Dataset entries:
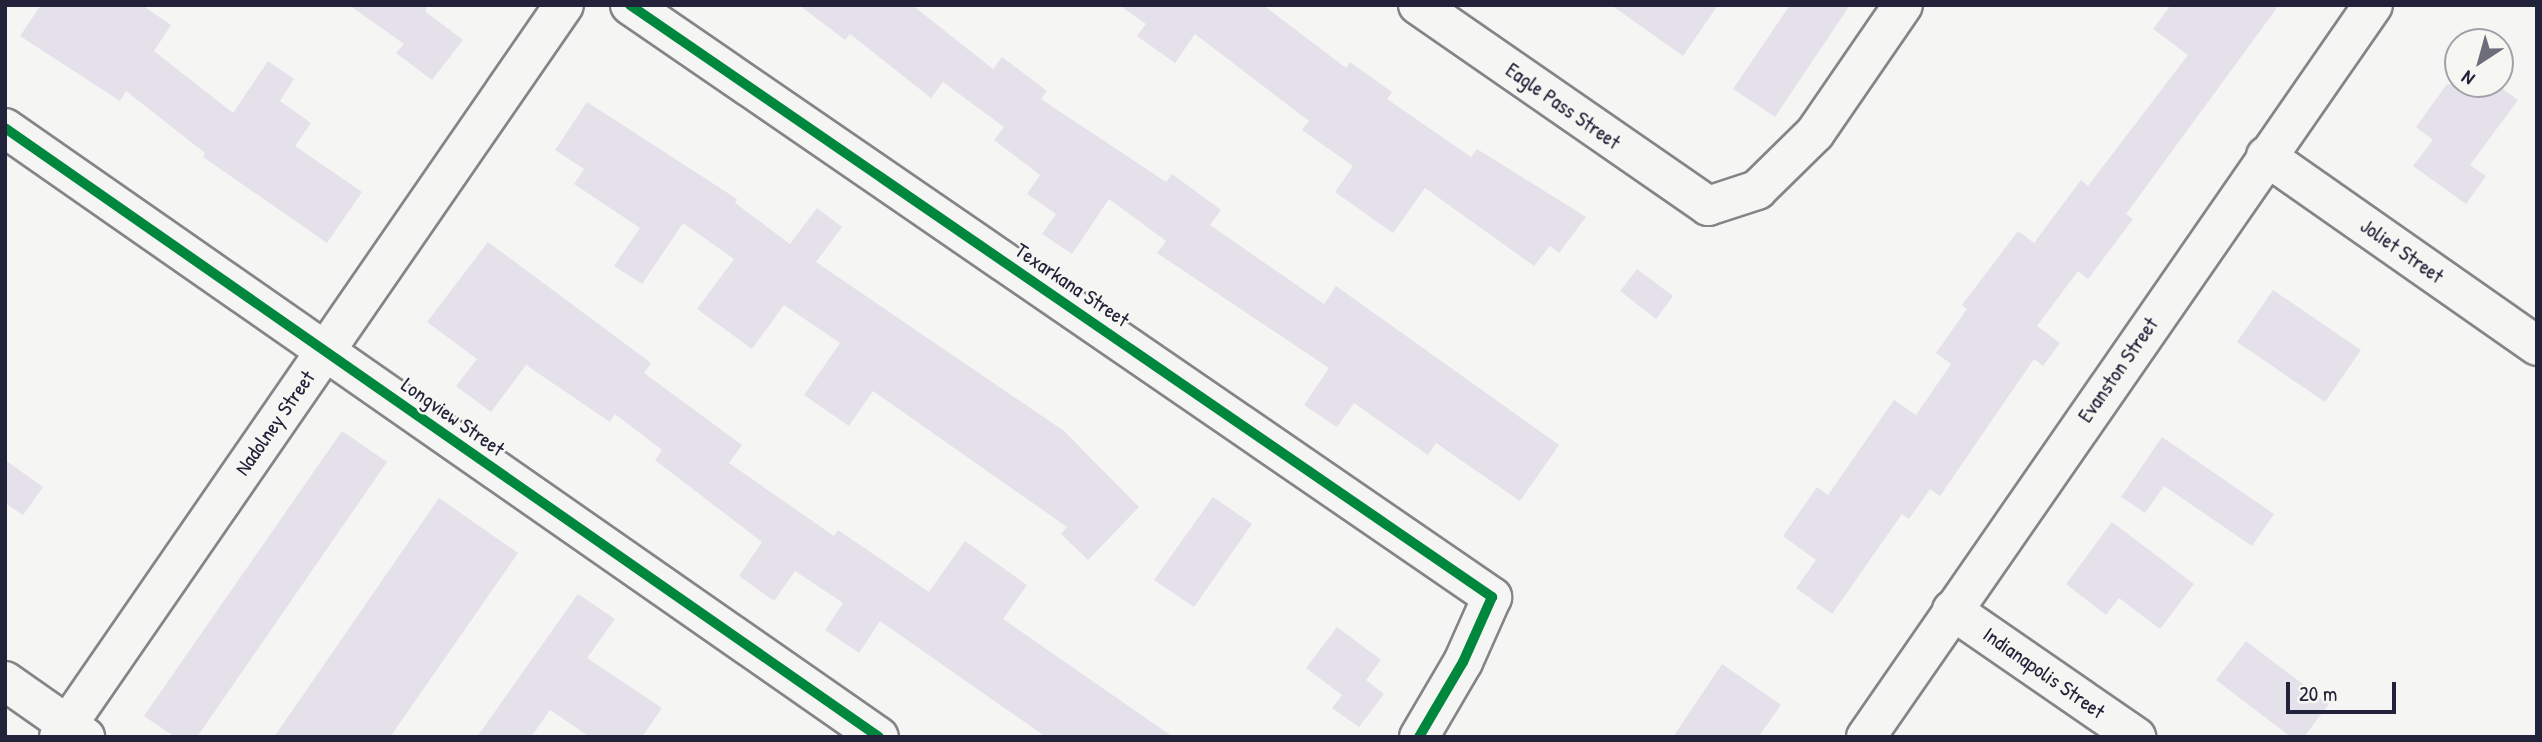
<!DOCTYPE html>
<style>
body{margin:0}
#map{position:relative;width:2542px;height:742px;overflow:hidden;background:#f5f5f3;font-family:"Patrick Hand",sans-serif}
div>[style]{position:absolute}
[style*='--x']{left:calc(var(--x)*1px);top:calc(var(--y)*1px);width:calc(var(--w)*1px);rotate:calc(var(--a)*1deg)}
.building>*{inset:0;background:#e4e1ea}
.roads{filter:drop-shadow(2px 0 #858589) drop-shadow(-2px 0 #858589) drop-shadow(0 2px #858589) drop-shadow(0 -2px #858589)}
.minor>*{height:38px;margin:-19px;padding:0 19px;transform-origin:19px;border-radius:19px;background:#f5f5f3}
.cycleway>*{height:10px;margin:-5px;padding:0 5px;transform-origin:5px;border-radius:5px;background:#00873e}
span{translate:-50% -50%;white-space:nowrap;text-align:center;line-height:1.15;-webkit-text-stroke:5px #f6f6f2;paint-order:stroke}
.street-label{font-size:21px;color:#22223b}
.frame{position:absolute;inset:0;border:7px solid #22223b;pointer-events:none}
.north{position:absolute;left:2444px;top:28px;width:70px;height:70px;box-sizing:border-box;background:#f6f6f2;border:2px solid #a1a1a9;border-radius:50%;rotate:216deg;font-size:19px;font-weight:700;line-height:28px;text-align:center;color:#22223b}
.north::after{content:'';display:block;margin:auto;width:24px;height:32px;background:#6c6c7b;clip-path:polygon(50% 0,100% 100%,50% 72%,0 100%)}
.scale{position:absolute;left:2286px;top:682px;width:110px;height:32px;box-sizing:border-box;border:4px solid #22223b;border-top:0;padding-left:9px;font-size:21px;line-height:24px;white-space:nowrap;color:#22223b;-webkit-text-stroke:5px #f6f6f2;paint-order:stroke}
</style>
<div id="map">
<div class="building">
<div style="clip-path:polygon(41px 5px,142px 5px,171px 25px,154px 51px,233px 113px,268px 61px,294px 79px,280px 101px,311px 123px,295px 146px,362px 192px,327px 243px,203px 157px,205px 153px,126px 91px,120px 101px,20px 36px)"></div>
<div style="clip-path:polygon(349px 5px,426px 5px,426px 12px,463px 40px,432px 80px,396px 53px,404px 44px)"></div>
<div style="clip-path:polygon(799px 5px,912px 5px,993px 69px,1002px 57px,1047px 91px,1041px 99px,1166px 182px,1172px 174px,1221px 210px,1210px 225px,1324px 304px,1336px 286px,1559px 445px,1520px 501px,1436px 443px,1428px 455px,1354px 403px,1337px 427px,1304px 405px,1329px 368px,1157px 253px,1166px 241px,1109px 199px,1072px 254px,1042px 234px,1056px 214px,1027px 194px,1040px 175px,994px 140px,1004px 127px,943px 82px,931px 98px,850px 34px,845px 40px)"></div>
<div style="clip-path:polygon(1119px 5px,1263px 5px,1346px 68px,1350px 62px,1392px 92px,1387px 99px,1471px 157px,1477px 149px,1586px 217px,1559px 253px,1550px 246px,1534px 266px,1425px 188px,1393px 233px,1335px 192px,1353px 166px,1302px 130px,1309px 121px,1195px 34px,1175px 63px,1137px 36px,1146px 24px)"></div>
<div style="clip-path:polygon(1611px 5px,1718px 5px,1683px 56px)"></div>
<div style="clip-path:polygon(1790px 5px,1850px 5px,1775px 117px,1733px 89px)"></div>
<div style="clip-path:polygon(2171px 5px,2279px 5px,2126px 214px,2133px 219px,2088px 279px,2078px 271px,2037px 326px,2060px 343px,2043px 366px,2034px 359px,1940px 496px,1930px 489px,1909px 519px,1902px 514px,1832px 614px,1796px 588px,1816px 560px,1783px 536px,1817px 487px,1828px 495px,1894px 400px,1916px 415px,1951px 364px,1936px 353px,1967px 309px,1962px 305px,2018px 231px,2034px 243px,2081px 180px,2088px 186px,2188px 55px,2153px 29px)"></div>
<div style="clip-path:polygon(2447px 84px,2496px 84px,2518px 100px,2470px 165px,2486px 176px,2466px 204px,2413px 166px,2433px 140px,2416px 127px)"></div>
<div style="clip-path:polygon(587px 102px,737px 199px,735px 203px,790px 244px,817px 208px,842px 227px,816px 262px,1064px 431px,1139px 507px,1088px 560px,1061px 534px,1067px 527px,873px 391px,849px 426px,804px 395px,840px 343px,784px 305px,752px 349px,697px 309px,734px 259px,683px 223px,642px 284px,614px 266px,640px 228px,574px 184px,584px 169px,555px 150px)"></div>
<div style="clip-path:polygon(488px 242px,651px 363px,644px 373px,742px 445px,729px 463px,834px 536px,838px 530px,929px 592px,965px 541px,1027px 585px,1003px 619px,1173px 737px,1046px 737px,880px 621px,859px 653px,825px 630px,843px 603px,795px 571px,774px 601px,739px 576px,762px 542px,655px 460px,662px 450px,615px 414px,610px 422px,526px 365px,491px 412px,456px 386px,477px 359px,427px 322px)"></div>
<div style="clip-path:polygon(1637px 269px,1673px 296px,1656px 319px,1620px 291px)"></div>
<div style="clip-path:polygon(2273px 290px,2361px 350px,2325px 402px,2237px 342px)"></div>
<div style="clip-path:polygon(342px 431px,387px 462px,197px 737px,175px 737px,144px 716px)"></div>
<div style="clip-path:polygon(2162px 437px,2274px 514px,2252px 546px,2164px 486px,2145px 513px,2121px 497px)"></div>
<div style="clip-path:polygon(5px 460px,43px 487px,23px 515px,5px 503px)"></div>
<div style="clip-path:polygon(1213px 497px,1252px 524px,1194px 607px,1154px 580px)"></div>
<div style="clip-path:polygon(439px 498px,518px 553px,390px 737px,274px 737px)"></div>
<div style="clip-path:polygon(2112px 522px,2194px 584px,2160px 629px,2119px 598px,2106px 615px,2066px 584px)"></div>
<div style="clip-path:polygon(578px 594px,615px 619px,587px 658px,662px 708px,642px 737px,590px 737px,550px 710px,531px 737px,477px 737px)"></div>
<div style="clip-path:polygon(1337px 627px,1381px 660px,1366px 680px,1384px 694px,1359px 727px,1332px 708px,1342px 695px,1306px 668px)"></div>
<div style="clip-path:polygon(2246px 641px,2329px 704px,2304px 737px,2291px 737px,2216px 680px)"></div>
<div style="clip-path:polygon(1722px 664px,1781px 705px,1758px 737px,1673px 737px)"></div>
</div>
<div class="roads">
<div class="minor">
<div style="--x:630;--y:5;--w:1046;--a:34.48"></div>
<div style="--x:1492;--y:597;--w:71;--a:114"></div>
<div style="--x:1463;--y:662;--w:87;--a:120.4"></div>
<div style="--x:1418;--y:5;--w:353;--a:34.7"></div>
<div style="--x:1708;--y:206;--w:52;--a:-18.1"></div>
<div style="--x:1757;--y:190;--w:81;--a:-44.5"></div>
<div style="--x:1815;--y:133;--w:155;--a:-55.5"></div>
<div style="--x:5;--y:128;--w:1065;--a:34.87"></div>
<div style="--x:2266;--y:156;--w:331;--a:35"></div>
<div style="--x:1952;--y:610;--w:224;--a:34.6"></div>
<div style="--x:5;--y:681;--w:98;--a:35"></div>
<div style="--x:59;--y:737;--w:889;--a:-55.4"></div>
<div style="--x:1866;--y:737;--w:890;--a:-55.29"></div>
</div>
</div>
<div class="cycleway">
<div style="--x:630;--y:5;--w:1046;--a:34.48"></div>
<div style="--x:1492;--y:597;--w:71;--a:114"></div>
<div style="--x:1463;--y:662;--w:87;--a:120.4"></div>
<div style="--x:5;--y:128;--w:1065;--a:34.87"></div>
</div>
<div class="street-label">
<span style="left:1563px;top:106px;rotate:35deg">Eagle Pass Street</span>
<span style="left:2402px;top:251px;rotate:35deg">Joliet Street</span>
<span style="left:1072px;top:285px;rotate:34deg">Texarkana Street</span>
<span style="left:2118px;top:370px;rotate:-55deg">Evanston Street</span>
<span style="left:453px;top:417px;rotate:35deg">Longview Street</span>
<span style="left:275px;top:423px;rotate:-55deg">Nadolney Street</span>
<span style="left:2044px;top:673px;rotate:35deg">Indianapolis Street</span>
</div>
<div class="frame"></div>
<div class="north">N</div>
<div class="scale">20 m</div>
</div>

Exercise: Print the data above from its first line through the line that has "0 #858589) drop-shadow(-2px", exactly and with nothing else, omitting pictures.

Solution to this exercise:
<!DOCTYPE html>
<style>
body{margin:0}
#map{position:relative;width:2542px;height:742px;overflow:hidden;background:#f5f5f3;font-family:"Patrick Hand",sans-serif}
div>[style]{position:absolute}
[style*='--x']{left:calc(var(--x)*1px);top:calc(var(--y)*1px);width:calc(var(--w)*1px);rotate:calc(var(--a)*1deg)}
.building>*{inset:0;background:#e4e1ea}
.roads{filter:drop-shadow(2px 0 #858589) drop-shadow(-2px 0 #858589) drop-shadow(0 2px #858589) drop-shadow(0 -2px #858589)}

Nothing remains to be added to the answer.